Presumo que um cavalheiro sério faça o maior
sucesso entre as senhoras belo-horizontinas se aparecer de coturnos
rotos, vestido Chanel em cross dressing, capacete da Segunda Guerra
Mundial e jaqueta de couro estilo aviador dos anos 40. Não li Cinquenta
tons de cinza, mas duvido que de coturnos e capacete de aço, com
vestidinho Chanel, não sejam irresistíveis. Se estiver quente, pode
levar a jaqueta de couro na mão. E seja o que os deuses quiserem.
Idiomáticas
Ricardo
Pereira, nascido em Lisboa no dia 14 de setembro de 1979, mora no
Brasil há 10 ou 12 anos e fala brasileiro sem sotaque. Em casa, com sua
mulher, fala o português de Portugal, assim como nas suas visitas ao
país natal, onde esquece o gerúndio e sempre diz “dá-me esta xícara”
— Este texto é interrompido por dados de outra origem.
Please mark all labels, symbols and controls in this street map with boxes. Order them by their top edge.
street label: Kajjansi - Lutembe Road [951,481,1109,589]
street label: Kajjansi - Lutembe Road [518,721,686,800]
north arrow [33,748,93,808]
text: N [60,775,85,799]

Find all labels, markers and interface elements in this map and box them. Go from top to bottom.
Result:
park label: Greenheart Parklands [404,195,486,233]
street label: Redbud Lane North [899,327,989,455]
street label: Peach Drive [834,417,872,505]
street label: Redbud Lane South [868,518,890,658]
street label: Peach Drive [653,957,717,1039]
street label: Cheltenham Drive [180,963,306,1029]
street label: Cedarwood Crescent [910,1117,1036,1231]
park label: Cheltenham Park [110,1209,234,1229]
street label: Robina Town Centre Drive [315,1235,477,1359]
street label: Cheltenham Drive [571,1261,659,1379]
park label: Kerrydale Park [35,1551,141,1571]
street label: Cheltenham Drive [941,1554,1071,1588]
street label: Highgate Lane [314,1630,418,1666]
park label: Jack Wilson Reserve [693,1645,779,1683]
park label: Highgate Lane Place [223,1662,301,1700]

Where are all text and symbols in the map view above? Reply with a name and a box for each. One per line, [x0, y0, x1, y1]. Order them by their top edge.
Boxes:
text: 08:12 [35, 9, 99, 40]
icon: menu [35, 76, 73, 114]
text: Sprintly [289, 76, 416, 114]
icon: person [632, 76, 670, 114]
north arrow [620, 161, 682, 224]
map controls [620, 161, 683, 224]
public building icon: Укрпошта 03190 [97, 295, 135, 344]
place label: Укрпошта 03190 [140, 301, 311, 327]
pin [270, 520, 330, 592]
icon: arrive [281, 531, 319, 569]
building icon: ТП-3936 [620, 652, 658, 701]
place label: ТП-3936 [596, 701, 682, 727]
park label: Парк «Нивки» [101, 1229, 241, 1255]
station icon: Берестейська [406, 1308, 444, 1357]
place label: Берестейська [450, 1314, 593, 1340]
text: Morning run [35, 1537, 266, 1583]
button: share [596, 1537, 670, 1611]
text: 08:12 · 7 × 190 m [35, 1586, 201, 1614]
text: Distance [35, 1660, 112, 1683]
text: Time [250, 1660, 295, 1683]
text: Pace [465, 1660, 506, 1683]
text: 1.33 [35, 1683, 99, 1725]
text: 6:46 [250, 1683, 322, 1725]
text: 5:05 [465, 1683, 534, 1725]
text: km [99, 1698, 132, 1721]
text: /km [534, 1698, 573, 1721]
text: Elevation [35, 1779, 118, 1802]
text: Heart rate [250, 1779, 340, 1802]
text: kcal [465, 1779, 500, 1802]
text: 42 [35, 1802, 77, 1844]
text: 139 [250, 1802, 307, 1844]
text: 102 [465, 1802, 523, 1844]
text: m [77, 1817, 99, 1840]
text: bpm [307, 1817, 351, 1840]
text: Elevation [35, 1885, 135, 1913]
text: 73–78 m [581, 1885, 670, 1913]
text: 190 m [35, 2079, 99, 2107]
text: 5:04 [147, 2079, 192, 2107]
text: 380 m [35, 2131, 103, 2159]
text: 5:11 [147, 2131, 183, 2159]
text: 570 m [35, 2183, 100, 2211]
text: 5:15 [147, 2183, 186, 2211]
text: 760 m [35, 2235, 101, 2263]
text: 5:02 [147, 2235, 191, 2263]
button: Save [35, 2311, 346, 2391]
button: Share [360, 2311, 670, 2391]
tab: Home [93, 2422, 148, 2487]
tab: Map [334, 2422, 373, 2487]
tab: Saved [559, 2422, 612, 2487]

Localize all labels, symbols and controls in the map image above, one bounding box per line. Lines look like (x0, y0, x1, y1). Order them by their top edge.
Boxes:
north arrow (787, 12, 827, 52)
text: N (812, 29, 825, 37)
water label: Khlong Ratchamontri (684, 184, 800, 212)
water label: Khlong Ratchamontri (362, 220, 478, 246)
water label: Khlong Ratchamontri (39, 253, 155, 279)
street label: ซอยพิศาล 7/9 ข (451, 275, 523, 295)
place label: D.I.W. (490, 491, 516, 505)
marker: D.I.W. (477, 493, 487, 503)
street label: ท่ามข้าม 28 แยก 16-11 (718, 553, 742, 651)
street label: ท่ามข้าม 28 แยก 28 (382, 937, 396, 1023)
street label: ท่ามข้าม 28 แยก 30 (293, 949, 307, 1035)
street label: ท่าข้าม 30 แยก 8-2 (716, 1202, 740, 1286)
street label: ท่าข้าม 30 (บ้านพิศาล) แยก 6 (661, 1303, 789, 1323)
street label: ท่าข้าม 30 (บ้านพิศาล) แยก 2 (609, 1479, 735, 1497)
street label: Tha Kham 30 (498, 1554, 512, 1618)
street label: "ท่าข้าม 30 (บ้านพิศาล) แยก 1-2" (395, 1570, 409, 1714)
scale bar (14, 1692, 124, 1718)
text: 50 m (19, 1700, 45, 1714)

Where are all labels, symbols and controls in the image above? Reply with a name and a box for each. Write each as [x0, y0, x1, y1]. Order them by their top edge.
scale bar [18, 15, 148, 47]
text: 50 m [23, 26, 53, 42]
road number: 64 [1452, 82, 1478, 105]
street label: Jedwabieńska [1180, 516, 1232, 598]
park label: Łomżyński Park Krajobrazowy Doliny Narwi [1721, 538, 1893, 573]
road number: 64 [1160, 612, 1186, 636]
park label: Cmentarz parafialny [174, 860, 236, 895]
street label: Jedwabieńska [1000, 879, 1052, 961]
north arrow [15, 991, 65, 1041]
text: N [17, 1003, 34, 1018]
quando se dirige aos patrícios. Se disser “me dá esta xícara” corre o
risco de não ser entendido ou de levar com a xícara nos cornos.
Diz
o ator que o português e o brasileiro são duas línguas, como, aliás, se
vê no Dicionário Contrastivo Luso-Brasileiro, de Mauro Villar, sobrinho
de Antônio Houaiss. Grata surpresa, para mim, foi a notícia de que no
Rio de Janeiro se fala o legítimo português arcaico, anterior às
invasões europeias que ocorreram em Portugal.
Durmam com esta os
mineiros que criticam o xis do meu déis. Nos 16 anos em que morei em BH
aprendi a pronunciar dez, mas voltei ao déis em Juiz de Fora, onde,
sabe o leitor, a maresia é danada para esburacar a lataria dos
automóveis.
Agente causal
Custei
para descobrir o motivo, o agente causal das complicações que andei
sofrendo neste ano, a começar pelo 13, que nunca foi número da minha
especial afeição. Sei que o leitor conhece os objetos e as manifestações
de teor artístico ou estético, que se caracterizam pelo exagero
sentimentalista, melodramático ou sensacionalista, frequentemente com a
predileção do gosto mediano ou majoritário, e pela pretensão de, fazendo
uso de estereótipos e chavões inautênticos, encarnarem valores da
tradição cultural.
É a explicação do Houaiss para kitsch,
adjetivo de dois gêneros e dois números que entrou em nosso idioma no
século passado. Pois muito bem: só outro dia descobri que passei os 10
primeiros meses do ano sem o meu pinguim de geladeira. Geladeira sem
pinguim de louça é inadmissível: nada mais kitsch do que um pinguim em
cima de uma geladeira. Com a mudança para Juiz de Fora na última semana
de 2012, instalaram a geladeira e guardaram o pinguim num armário, crime
que já corrigi.
Clássico e conservador em tudo, reservo-me o
direito constitucional de ter um pinguim em cima da geladeira. Se
soubesse rezar e fosse crente, rezaria pela ave esfenisciforme, da
família dos esfeniscídeos, restrita ao hemisfério austral. Dane-se o
resto. Adoeci porque esconderam o meu pinguim. Reposto no teto da
geladeira, tudo vai entrar nos eixos. Tenho dito e philosophado.
O mundo é uma bola
29
de novembro de 1782: a Grã-Bretanha assina em Paris um acordo
preliminar reconhecendo a independência norte-americana. Em 1807,
embarque da família real portuguesa para o Brasil noticiado ontem neste
mesmo espaço imaculado de nossa mídia impressa. Em 1824, começa a
censura para os teatros no Brasil, mais tarde estendida às biografias
não autorizadas.
Em 1842, autorizada a emissão de selos postais
no Brasil. Em 1877, inauguração da primeira estação telefônica
brasileira, obviamente no Rio de Janeiro, considerando que BH ainda não
existia. Em 1880, reunião do primeiro parlamento japonês. Em 1897,
primeira prova de motociclismo em Surrey, subúrbio de Londres. Em 1899,
fundação do Barcelona, onde brilha o jovem senhor Neymar Jr.
Ruminanças
“O juiz não é nomeado para fazer favores com a justiça, mas para julgar segundo as leis.” (Platão, 428-348 a.C.)